(Task data Opens)

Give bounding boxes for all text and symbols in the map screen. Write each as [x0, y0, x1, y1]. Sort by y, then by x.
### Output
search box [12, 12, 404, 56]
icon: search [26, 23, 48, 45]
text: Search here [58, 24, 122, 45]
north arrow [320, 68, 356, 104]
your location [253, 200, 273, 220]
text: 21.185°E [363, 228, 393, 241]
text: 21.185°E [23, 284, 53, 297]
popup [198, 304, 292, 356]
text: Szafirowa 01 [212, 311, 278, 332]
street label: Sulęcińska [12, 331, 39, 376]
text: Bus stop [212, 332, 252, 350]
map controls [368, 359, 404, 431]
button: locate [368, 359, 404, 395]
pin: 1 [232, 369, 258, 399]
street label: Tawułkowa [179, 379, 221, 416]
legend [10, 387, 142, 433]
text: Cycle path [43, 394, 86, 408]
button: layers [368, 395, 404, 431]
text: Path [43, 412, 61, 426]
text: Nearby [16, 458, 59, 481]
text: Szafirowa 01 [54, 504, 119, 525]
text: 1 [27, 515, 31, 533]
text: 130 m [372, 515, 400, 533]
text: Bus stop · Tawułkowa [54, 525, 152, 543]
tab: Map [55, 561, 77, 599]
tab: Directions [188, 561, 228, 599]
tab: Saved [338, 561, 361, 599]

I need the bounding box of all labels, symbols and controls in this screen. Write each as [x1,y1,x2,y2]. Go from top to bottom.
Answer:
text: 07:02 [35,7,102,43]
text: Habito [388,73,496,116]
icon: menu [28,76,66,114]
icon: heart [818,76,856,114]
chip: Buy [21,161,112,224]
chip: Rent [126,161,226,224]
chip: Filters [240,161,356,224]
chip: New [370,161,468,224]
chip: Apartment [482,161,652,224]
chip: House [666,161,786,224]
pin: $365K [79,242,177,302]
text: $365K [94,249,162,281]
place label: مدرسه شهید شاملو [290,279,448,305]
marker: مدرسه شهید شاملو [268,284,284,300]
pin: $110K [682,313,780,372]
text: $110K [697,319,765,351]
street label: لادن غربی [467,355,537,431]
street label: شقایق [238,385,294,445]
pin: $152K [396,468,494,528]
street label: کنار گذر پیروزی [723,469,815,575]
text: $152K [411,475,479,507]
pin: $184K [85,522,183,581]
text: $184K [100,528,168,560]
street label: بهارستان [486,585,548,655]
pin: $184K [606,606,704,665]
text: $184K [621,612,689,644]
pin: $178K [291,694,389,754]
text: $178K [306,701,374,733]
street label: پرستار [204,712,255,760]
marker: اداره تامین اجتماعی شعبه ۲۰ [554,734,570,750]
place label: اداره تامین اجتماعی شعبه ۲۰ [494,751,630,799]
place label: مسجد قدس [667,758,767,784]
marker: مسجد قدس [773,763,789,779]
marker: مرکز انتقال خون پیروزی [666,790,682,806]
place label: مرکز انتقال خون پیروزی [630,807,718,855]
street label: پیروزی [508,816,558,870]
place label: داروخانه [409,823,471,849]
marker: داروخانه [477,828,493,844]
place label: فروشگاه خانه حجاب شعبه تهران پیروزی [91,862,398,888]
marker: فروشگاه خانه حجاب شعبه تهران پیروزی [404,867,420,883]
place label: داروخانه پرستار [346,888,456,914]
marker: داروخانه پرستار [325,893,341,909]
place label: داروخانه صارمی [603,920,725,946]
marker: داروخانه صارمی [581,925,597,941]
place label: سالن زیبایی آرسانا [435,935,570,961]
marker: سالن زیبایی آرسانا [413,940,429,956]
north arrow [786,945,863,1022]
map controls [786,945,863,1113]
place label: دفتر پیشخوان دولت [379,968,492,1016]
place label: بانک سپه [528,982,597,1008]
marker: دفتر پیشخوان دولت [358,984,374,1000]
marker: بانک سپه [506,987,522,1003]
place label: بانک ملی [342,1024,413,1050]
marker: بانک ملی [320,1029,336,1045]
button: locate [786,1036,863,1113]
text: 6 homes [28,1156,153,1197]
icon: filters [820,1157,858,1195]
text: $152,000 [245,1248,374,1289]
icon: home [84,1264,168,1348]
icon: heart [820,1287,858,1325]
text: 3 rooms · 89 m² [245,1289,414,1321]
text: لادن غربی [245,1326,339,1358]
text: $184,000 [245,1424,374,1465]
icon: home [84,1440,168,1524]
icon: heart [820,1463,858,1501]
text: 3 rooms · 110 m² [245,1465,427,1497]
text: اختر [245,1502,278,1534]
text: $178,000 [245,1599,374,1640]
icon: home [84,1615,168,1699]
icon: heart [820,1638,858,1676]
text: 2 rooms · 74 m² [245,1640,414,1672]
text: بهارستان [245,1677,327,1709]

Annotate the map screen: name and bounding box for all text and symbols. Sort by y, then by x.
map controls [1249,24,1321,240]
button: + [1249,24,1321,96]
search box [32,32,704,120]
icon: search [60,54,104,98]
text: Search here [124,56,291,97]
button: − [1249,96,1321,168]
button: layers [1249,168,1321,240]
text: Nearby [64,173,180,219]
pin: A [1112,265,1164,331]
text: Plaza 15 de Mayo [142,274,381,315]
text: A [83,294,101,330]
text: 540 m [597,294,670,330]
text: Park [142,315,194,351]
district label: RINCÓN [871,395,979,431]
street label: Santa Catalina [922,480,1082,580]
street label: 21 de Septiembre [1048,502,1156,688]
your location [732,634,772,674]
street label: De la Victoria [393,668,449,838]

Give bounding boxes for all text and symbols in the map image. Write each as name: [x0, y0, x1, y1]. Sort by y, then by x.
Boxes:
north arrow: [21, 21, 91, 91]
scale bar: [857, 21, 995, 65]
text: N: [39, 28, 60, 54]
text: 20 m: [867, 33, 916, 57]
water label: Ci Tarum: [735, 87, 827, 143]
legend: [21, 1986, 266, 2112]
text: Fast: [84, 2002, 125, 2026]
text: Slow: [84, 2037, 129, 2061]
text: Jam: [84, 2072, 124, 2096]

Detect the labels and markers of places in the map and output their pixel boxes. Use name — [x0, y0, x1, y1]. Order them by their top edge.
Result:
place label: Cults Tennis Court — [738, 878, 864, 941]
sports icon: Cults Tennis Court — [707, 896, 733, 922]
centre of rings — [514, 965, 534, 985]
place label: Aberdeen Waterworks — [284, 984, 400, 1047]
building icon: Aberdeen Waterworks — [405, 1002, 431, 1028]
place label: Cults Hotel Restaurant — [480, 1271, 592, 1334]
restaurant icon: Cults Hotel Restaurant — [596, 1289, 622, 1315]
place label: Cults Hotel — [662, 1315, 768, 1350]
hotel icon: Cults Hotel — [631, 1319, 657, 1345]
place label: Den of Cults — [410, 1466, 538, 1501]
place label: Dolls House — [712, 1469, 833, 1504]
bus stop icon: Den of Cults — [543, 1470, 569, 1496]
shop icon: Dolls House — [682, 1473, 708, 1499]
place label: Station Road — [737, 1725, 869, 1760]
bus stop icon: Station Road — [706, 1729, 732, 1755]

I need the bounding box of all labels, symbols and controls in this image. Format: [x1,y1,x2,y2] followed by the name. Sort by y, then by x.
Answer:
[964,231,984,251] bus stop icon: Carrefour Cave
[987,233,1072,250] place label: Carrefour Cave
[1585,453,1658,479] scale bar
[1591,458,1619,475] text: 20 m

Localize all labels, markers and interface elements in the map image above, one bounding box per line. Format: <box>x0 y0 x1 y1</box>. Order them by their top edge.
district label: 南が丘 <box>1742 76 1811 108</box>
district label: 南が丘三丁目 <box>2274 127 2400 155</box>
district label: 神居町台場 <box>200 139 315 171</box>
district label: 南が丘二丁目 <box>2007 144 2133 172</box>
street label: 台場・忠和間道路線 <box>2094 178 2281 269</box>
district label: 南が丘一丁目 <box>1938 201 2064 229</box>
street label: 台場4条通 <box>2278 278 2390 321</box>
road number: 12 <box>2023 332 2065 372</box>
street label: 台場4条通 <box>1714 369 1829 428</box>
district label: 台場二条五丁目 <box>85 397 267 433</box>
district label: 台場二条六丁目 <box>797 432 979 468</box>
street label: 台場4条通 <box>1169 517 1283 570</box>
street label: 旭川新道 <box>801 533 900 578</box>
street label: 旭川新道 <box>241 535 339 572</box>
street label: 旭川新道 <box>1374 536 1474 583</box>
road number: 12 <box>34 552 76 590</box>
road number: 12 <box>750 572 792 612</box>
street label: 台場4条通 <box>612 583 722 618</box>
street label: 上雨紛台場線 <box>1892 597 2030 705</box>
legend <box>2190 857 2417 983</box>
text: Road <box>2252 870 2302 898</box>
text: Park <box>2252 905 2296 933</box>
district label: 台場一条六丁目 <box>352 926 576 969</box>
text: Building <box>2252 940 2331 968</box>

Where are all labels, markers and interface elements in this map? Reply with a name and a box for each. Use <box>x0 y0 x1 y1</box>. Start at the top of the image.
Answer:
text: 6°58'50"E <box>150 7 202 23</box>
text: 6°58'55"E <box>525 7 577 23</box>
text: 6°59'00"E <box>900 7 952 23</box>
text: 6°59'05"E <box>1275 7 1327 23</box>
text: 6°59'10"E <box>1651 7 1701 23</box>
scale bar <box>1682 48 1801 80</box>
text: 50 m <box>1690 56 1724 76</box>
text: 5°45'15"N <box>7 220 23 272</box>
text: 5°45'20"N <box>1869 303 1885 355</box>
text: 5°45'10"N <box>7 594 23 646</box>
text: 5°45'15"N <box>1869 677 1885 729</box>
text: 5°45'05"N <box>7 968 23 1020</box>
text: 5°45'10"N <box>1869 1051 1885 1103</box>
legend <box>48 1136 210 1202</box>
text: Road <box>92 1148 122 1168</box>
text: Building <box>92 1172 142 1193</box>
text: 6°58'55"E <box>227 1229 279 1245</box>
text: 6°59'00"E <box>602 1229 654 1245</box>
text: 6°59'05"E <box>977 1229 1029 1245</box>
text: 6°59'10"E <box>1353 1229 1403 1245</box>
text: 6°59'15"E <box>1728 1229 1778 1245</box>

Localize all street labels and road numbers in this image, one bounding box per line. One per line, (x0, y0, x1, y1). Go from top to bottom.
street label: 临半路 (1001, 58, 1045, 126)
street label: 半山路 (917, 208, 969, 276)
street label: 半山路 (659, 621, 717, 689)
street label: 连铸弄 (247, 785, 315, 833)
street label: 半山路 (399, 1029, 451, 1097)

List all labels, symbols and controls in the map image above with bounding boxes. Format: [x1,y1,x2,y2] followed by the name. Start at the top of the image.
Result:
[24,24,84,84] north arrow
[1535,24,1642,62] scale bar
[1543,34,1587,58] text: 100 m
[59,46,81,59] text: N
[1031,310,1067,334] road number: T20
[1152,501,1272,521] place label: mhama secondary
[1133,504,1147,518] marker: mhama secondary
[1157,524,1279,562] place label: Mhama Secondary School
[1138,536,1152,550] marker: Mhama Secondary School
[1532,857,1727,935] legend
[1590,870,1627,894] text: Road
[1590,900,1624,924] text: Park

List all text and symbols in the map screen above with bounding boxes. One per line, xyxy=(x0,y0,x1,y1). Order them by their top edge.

(Task data Closes)

Write down how many lines in the data contain "each". Add nothing else.

### Exercise answer
4